Randall McEntaffer named head of Department of Astronomy and Astrophysics

19 July 2021
Randall McEntaffer

Randall McEntaffer, professor of astronomy and astrophysics, physics, and of materials science and engineering, has been named the new head of the Department of Astronomy and Astrophysics, effective August 1, 2021. McEntaffer succeeds Donald Schneider, who has served as head of the department since 2011.

“At the core of our department are the incredible faculty, researchers, and staff that drive a productive and world-renowned research endeavor,” said McEntaffer. “I look forward to continuing to foster strength in our in our research program, while also working to make important positive changes in the department’s climate, teaching mission, and mentorship programs.”

McEntaffer has served as the associate head for the graduate program in the department since 2018, where he helped implement a graduate student mentor program and has worked to improve the climate of the department and inclusivity of admissions. He has also taken an active role in several department committees regarding admissions, promotion and tenure, development, climate and diversity, and faculty searches.

"In addition to Randy’s outstanding scholarly accomplishments and effective leadership, he cares deeply about the wellbeing and reputation of the department and its future,” said Tracy Langkilde, Verne M. Willaman Dean of the Eberly College of Science. “I am excited to work with Randy and the department to achieve an even higher level of success."

McEntaffer’s lab group focuses on the design, fabrication, and testing of incredibly precise instruments called “diffraction gratings” to improve detection and analysis of X-ray and ultraviolet emissions from cosmic sources. The gratings split up X-ray light into different wavelengths with incredibly fine distinctions. Using these tools, McEntaffer studies X-ray emitting objects in space, including supernova remnants and how they interact with their environment. The lab uses microfabrication and nanofabrication tools on campus to develop the gratings, which are used on a wide variety of NASA missions, including suborbital rockets, Explorer missions, and larger flagship missions.

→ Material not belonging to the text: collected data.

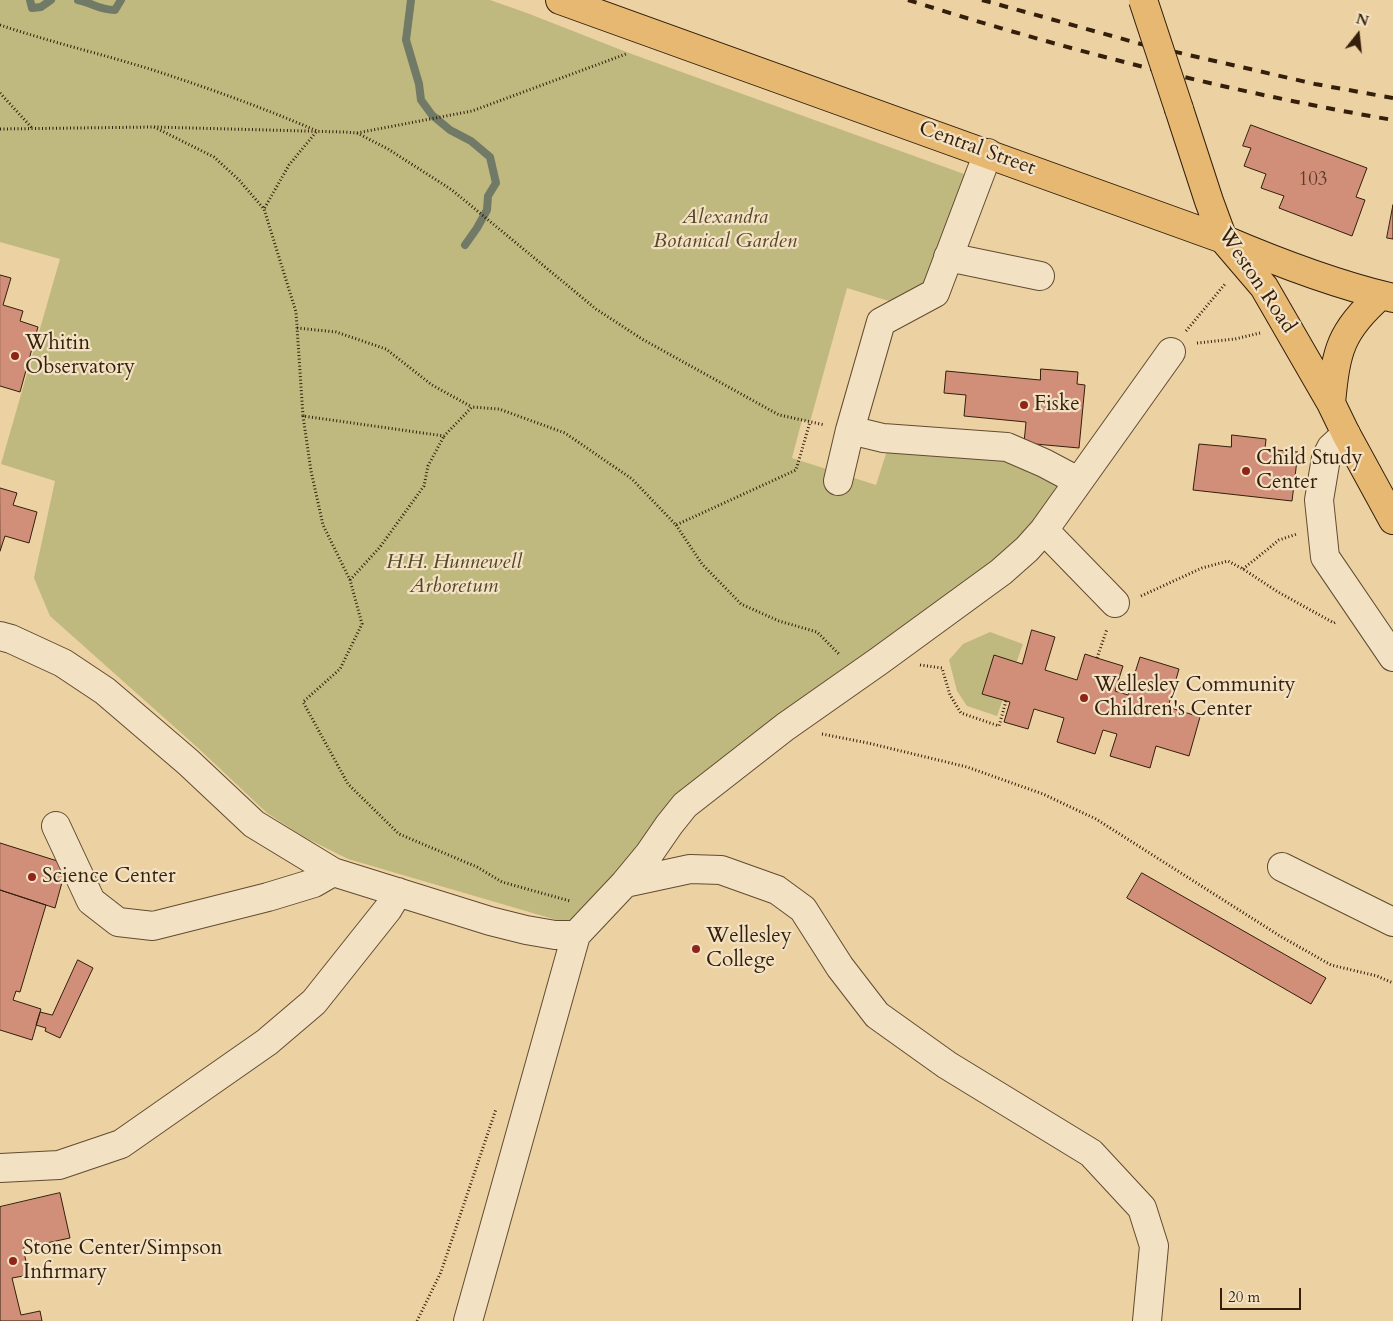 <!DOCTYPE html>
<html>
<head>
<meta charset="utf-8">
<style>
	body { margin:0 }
	#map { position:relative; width:1393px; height:1321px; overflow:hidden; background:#ecd1a2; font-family:Cardo,serif }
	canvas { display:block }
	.north { position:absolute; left:1333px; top:10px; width:50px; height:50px; -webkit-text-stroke:4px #f3e1c3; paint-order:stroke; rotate:16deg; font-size:14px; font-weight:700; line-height:20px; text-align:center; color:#331f0b }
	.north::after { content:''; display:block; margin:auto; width:18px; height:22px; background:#331f0b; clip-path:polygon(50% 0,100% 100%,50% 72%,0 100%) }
	.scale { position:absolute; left:1220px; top:1288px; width:81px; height:22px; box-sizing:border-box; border:2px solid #331f0b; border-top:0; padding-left:6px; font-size:15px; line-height:18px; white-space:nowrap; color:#331f0b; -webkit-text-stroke:4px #f3e1c3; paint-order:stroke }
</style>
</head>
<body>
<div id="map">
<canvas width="1393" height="1321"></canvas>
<div class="north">N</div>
<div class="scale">20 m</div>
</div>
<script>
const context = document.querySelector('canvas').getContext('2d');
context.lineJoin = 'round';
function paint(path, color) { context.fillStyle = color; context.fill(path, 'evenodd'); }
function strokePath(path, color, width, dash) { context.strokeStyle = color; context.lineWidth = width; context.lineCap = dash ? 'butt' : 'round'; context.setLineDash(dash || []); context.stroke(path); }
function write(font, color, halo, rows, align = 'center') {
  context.font = font + ' Cardo,serif'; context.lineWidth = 4.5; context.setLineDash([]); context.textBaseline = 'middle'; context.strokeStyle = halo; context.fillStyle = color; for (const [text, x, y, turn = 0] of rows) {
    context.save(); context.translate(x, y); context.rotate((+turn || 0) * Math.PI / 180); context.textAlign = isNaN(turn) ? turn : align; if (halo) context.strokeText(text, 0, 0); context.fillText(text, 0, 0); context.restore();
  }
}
const green = new Path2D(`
	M0,0H490L527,13L629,53L978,179L935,293L908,307L847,288L810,422L802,420L792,458L876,485L891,438L963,443L1073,488L1044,530L685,805L584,928L348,859L304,837L267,813L198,748L50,616L34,578L55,481L1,464L60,259L0,242Z
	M990,632L1023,644L997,716L967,706L957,691L949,660L963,644Z`);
const stream = new Path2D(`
	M30,0L32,8L41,7L51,0
	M78,0C93,3 98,10 115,10L121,0
	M411,0L406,40L419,84L421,100L432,115L450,130L471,141L490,157L496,183L488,196L487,210L477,228L465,245`);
const building = new Path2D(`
	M1251,125L1367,168L1356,197L1365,200L1352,236L1279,208L1284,196L1261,188L1266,174L1244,166L1251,148L1243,146Z
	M1393,205V239L1387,238Z
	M0,275L11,278L3,305L23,311L20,321L38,327L20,392L0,386Z
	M1041,369L1078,372L1077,384L1085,385L1079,448L1024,443L1026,422L964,416L966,395L944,393L946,371L1040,380Z
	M1232,435L1266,439L1265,449L1298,452L1292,501L1193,490L1199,444L1231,447Z
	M0,488L17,493L13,505L37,512L29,543L5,536L0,551Z
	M1032,630L1055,637L1045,670L1077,680L1085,654L1097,658L1123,666L1115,691L1128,695L1140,657L1179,669L1168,707L1200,717L1189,756L1156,746L1150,768L1110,756L1117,734L1103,730L1095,754L1057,742L1064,718L1034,709L1028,729L1004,722L1010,702L982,694L994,655L1022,664Z
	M0,843L67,864L55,908L0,890Z
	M1142,873L1326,978L1311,1004L1127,898Z
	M0,890L46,905L20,992L16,991L13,1000L41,1009L32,1040L0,1030Z
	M78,960L93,968L60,1038L45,1031L46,1028L36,1025L40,1012L52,1015Z
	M60,1193L70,1238L23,1248L29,1275L12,1278L21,1315L40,1311L42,1321H0V1207Z`);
const path = new Path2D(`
	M0,25C50,42 102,54 153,70C208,88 264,108 317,131L289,165L264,209
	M0,93L33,129
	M154,127L214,157L239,180L264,209L296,312L303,416L444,436L472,407L499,409L565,433L632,479L676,525L796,470L810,422
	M0,129L154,127L343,132L357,133L388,149L452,190L596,309L642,339L779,415L825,425
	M357,133L472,111L626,54
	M297,328L336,332L386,349L432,385L472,407
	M1186,331L1225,284
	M1197,343L1235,339L1260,333
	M303,416L311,471L323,525L350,580L362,624L340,669L303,702L348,784L399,834L477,867L502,882L570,901
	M676,525L702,564L741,604L779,621L817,632L840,655
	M1243,569L1279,540L1297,534
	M350,580L380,547L424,486L428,466L444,436
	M1141,596L1202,568L1228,561L1243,569L1278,592L1334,623L1336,622
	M1097,658L1107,629
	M920,665L942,668L950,695L961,713L999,726L1006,701
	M822,734L868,743L967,767L1043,794L1096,819L1280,936L1331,965L1377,976L1393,983
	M417,1321L441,1272L496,1109`);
const minor = new Path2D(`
	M948,257L1040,276
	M850,430L883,438L1007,447L1044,463L1078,481
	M1346,434L1331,448L1326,458L1319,500L1325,557L1393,657
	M838,481L850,430L881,322L935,293L988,153
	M1044,530L1115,603
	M0,636L11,639L63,663L105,691L188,762L254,824L333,872L490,921L526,930L555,935H576
	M56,826L91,901L118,922L153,926L268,897L314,883L333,872
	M1282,867L1393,922
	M625,883L690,869L721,870L777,890L803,909L840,967L877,1015L947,1065L1091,1153L1142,1208L1154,1246L1147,1321
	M0,1168L59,1165L121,1144L267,1042L314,1002L388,909L398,892
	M468,1321L576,935L625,883L649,854L669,825L685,805L785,727L879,661L1001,572L1027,549L1044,530L1171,352`);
const major = new Path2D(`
	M560,0L1223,239C1279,263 1334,284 1393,298
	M1179,109L1209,201L1223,239L1264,287L1331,403L1346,434L1393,520
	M1331,403C1336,351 1340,331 1381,295`);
const rail = new Path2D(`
	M908,0C1067,50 1229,92 1393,120
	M982,0L1141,44L1315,84L1393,98`);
const majorBridge = new Path2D(`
	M1143,0L1179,109`);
const markers = [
	[15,356,5,"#8f2418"],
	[1024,405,5,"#8f2418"],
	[1246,471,5,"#8f2418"],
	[1084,698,5,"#8f2418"],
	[32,877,5,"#8f2418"],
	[696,949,5,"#8f2418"],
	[13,1261,5,"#8f2418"]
];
const numberNames = [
	["103",1313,181]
];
const streetNames = [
	["Central Street",977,149,20],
	["Weston Road",1256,281,56]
];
const parkNames = [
	["Alexandra",725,218],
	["Botanical Garden",725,242],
	["H.H. Hunnewell",454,563],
	["Arboretum",454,587]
];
const poiNames = [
	["Whitin",25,344],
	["Observatory",25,368],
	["Fiske",1034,405],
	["Child Study",1256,459],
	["Center",1256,483],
	["Wellesley Community",1094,686],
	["Children's Center",1094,710],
	["Science Center",42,877],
	["Wellesley",706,937],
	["College",706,961],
	["Stone Center/Simpson",23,1249],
	["Infirmary",23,1273]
];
paint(green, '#c0b97f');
strokePath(stream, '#707a67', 8);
paint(building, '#d18f7a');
strokePath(building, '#331f0b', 1);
strokePath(minor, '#614c31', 30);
strokePath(major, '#331f0b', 30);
strokePath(path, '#331f0b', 3, [1, 2.5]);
strokePath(minor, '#f3e1c3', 28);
strokePath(major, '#e6b871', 28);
strokePath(rail, '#331f0b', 4, [9, 9]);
strokePath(majorBridge, '#331f0b', 30, []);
strokePath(majorBridge, '#e6b871', 28);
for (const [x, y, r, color] of markers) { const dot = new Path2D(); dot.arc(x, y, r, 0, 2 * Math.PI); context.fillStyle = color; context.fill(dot); strokePath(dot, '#f3e1c3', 2); }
write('19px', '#5a3b27', null, numberNames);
write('21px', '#331f0b', '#f3e1c3', streetNames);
write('italic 21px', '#564628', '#f3e1c3', parkNames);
write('21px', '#331f0b', '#f3e1c3', poiNames, 'left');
</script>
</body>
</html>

McEntaffer was named a Penn State Teaching and Learning with Technology Faculty Fellow in 2020, for which he will lead a team to incorporate virtual reality-based lessons into introductory astronomy courses at Penn State. His awards and honors also include being named a University of Iowa Scholar of the Year in 2015, a National Academy of Sciences Kavli Fellow in 2014, and a NASA Nancy Grace Roman Technology Fellow in 2011. He received the Presidential Early Career Award for Scientists and Engineers from the United States National Science and Technology Council in 2012. McEntaffer also leads an outreach program called Rockets for Inclusive Science Education (RISE) to provide STEM research opportunities to underrepresented minority high school and middle school students.

Prior to joining Penn State in 2016, McEntaffer served on the faculty of the University of Iowa Department of Physics and Astronomy from 2008 to 2016. He earned a doctoral degree in astrophysics from the University of Colorado, Boulder, in 2007 and bachelor’s degrees in physics and astronomy from the University of Iowa in 2000.